Using the entries that follow, give the number of lines containing the string "shaded". Write nothing besides that number.

= Dataset entries =
╔══
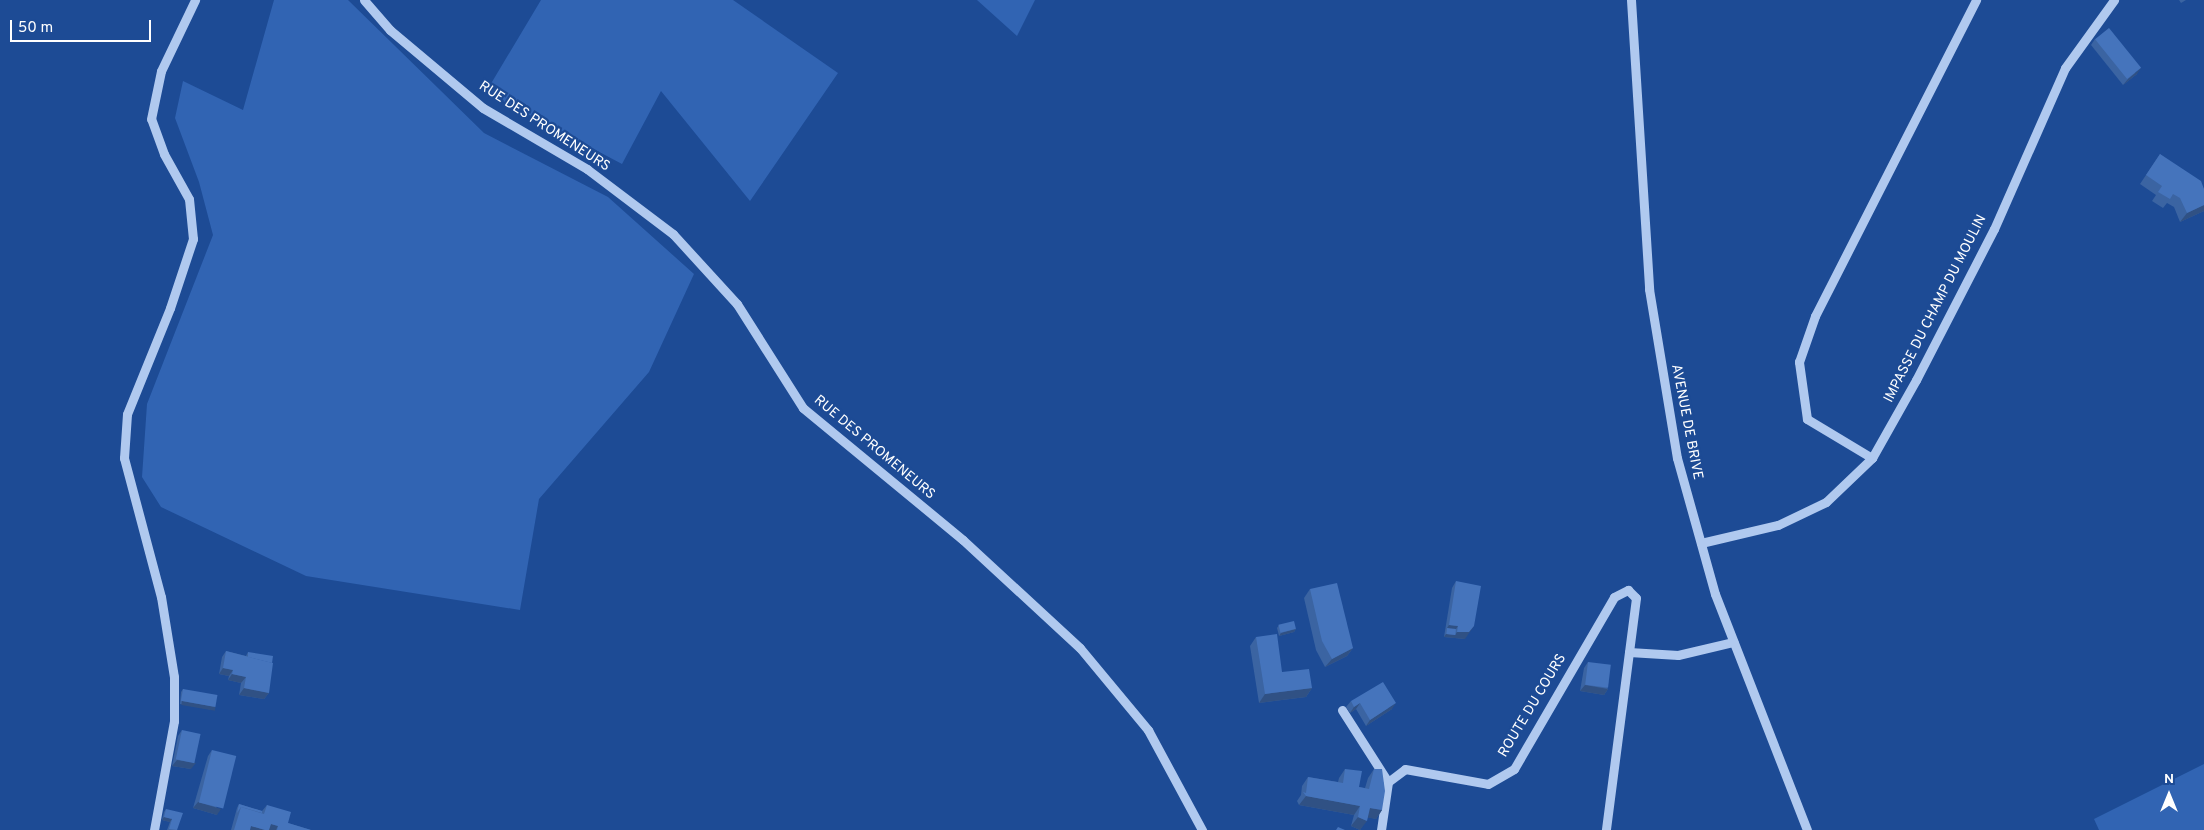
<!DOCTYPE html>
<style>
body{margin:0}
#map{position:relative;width:2204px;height:830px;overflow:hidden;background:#1d4b95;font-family:Overpass,sans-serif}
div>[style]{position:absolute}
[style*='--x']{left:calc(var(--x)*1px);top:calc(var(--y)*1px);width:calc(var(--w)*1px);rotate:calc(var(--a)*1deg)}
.green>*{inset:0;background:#3164b3}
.minor>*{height:9px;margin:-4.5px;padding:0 4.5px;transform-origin:4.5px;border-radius:4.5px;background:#b0c9ef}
.wall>*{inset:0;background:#3b64a2}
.shaded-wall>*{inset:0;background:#305184;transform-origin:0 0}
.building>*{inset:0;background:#4574bc;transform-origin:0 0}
span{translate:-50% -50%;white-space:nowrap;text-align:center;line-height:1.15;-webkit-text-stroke:4.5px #1d4b95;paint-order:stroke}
.street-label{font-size:14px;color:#fff}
.north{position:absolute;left:2144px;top:770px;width:50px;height:50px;-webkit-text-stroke:4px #1d4b95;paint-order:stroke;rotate:0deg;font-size:14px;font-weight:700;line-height:20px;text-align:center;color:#fff}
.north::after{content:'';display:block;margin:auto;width:18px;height:22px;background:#fff;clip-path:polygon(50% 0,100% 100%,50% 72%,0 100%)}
.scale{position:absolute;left:10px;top:20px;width:141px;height:22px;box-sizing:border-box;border:2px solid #fff;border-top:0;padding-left:6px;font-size:15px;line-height:18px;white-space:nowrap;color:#fff;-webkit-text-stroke:4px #1d4b95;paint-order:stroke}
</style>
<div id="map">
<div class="green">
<i style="clip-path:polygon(274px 0,348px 0,484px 133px,608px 197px,694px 274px,649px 372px,539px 499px,520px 610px,306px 576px,161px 507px,142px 477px,147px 404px,213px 235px,199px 182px,175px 118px,183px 81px,243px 110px)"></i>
<i style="clip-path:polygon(541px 0,733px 0,838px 73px,750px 201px,661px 91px,622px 164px,486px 92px)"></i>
<i style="clip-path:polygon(977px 0,1035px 0,1017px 36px)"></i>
<i style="clip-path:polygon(2204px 764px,2204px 830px,2099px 830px,2094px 819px)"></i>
</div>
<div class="minor">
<i style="--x:364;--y:0;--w:40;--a:49"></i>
<i style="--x:390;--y:30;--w:121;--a:40"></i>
<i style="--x:483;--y:108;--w:121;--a:30.4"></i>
<i style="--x:587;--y:169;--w:108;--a:37.1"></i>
<i style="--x:673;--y:234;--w:95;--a:47.6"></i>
<i style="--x:737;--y:304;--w:123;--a:57.6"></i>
<i style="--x:803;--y:408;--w:207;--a:39.5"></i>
<i style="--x:963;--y:540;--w:159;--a:42.7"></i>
<i style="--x:1080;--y:648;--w:107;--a:50.3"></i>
<i style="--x:1148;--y:730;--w:114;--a:61.6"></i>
<i style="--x:1631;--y:0;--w:290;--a:86.4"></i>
<i style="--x:1649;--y:289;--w:171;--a:80.6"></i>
<i style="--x:1677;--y:458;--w:141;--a:74.4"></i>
<i style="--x:1715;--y:594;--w:253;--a:68.7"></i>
<i style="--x:1872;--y:458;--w:76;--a:-149"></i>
<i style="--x:1807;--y:419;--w:58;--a:-98"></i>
<i style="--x:1799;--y:362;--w:49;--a:-70.8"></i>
<i style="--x:1815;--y:316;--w:355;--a:-63"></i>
<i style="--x:1701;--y:543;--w:79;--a:-13.2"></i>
<i style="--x:1778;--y:525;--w:53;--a:-25.6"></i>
<i style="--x:1826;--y:502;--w:64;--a:-43.7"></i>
<i style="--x:1872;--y:458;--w:90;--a:-60.6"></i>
<i style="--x:1916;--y:380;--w:170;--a:-62.7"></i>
<i style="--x:1994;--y:229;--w:176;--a:-66.2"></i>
<i style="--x:2065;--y:68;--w:84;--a:-54.2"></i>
<i style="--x:1629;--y:652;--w:49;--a:3.5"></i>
<i style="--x:1678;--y:655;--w:57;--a:-13.3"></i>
<i style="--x:1342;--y:710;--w:85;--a:57.4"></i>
<i style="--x:154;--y:830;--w:111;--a:-79.6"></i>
<i style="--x:174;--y:721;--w:44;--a:-90"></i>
<i style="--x:174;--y:677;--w:81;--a:-99.2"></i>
<i style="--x:161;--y:597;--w:144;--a:-104.9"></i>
<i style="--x:124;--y:458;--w:44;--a:-86.1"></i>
<i style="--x:127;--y:414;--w:114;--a:-67.9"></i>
<i style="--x:170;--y:308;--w:73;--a:-71.6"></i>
<i style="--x:193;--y:239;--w:40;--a:-95.7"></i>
<i style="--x:189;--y:199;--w:51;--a:-119.1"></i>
<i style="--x:164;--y:154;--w:37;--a:-110"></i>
<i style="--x:151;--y:119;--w:49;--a:-78.2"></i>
<i style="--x:161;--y:71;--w:79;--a:-64.4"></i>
<i style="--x:1381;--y:830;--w:49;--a:-81.7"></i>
<i style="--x:1388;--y:782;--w:21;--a:-37"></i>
<i style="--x:1405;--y:769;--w:84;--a:10.2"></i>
<i style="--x:1488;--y:784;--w:30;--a:-30"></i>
<i style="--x:1514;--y:769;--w:199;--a:-59.8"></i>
<i style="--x:1614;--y:597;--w:16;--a:-27"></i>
<i style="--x:1628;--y:590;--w:11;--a:45"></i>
<i style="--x:1636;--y:598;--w:234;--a:97.4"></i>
</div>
<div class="wall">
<i style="clip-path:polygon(2179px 0,2186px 0,2181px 3px)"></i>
<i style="clip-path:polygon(2095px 39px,2137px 74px,2123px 85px,2091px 45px)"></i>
<i style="clip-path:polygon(2160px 154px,2204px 189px,2204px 211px,2180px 222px,2174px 207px,2167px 203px,2163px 208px,2152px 201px,2156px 195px,2140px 184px)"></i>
<i style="clip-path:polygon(1456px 581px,1465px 639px,1444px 637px,1452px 588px)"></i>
<i style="clip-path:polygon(1310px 589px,1353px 648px,1347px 656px,1325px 667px,1316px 650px,1304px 598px)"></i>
<i style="clip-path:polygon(1279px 625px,1296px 629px,1294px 632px,1279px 636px,1277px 628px)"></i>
<i style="clip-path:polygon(1256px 637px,1282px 672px,1312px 688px,1306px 697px,1259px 703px,1250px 646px)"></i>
<i style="clip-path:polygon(226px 651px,246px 656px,248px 652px,269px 693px,264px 699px,239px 695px,241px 683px,228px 680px,229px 676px,219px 674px,222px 657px)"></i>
<i style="clip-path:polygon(1588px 662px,1608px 689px,1604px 695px,1580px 691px,1584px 668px)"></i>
<i style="clip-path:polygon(183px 689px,215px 707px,213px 710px,180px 704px,181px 692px)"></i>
<i style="clip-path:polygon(1351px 701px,1392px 709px,1366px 726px,1356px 709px,1350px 713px,1346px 707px)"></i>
<i style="clip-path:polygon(182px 730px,191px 769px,172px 766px,178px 736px)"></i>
<i style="clip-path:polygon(212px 750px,217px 815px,193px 808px,208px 756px)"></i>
<i style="clip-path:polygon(1345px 769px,1359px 787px,1365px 788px,1368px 778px,1374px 769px,1382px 810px,1376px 819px,1368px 817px,1360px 830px,1351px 826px,1354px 815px,1299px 805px,1297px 801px,1301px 795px,1302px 786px,1308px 777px,1338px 782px,1339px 778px)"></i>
<i style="clip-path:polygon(239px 804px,262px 811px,267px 805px,288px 823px,311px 830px,231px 830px,237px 808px)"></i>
<i style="clip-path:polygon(166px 809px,177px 830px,167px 830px,170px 822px,162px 820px,164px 812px)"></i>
</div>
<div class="shaded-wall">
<i style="clip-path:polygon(2141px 68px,2137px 74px,2123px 85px,2128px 79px)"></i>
<i style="clip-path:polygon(2204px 205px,2204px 211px,2180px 222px,2187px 213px)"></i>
<i style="clip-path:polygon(1449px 625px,1458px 626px,1454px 632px,1447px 628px)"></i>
<i style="clip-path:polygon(1474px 626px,1465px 639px,1444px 637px,1446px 634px,1455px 635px,1457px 632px)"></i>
<i style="clip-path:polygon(1296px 629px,1294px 632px,1279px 636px,1281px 633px)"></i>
<i style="clip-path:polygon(1353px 648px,1347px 656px,1325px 667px,1332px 659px)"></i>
<i style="clip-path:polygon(223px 668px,233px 670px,229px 676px,219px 674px)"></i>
<i style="clip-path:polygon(232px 674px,246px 677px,241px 683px,228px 680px)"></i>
<i style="clip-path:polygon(1585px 685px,1608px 689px,1604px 695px,1580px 691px)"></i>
<i style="clip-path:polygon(244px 688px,269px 693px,264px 699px,239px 695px)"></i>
<i style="clip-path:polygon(1312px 688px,1306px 697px,1259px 703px,1265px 694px)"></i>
<i style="left:182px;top:701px;width:34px;height:4px;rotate:10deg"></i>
<i style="clip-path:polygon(1360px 703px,1356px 709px,1350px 713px,1354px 707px)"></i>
<i style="clip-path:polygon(1396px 703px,1392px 709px,1366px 726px,1370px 720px)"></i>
<i style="clip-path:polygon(177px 760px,196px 763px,191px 769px,172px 766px)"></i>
<i style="clip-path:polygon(1306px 796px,1360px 806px,1354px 815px,1299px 805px)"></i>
<i style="clip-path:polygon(198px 802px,221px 809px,217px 815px,193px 808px)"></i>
<i style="clip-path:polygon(1370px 808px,1382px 810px,1376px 819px,1364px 817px)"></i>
<i style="clip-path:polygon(164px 817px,172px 819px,170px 822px,162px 820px)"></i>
<i style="clip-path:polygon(1358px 817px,1367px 821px,1360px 830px,1351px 826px)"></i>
<i style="clip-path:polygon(271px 824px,278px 826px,276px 830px,266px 830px)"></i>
<i style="clip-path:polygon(251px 826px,265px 830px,248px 830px)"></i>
</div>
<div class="building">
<i style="left:2109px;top:28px;width:51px;height:18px;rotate:51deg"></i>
<i style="clip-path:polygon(2160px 154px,2201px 181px,2204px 189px,2204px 205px,2187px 213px,2180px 198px,2173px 194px,2170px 199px,2158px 192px,2162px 186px,2146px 175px)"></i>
<i style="clip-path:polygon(1456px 581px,1481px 586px,1474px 626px,1469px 632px,1457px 632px,1458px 626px,1449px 625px)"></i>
<i style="clip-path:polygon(1337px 583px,1353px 648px,1332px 659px,1322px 641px,1310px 589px)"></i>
<i style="left:1294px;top:621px;width:8px;height:16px;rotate:76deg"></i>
<i style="left:1447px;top:628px;width:9px;height:6px;rotate:6deg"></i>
<i style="clip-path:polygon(1277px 634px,1282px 672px,1309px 669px,1312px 688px,1265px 694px,1256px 637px)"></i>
<i style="clip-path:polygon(226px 651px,273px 663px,269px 693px,244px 688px,246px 677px,232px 674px,233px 670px,223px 668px)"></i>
<i style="clip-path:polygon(248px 652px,273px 656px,272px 663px,248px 657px)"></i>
<i style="left:1588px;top:662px;width:23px;height:23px;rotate:7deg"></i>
<i style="clip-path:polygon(1383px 682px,1396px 703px,1370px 720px,1360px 703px,1354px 707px,1351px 701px)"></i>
<i style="left:183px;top:689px;width:35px;height:12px;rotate:10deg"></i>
<i style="left:182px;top:730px;width:19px;height:30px;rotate:12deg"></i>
<i style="left:212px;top:750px;width:25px;height:54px;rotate:14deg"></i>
<i style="clip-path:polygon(1345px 769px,1362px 771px,1359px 787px,1369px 789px,1374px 769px,1382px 769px,1385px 791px,1382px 810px,1370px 808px,1367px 821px,1358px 817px,1360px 806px,1306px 796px,1303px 792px,1306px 793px,1308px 777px,1343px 783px)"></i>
<i style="clip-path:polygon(239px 804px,262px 811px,262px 813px,241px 807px,237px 813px)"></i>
<i style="clip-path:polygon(267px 805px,291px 812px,288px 823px,311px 830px,277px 830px,278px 826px,271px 824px,269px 830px,265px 830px,251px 826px,250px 830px,234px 830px,241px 807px,264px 814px)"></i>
<i style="clip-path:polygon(166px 809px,183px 813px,177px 830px,169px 829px,172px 819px,164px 817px)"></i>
<i style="clip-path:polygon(1338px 827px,1345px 830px,1336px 830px)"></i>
</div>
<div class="street-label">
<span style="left:544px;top:127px;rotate:33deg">RUE DES PROMENEURS</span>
<span style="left:1936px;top:309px;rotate:-63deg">IMPASSE DU CHAMP DU MOULIN</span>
<span style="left:1686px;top:422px;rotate:79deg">AVENUE DE BRIVE</span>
<span style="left:874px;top:448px;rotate:40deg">RUE DES PROMENEURS</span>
<span style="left:1533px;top:706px;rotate:-59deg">ROUTE DU COURS</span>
</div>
<div class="north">N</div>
<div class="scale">50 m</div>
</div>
╚══
= Response =
2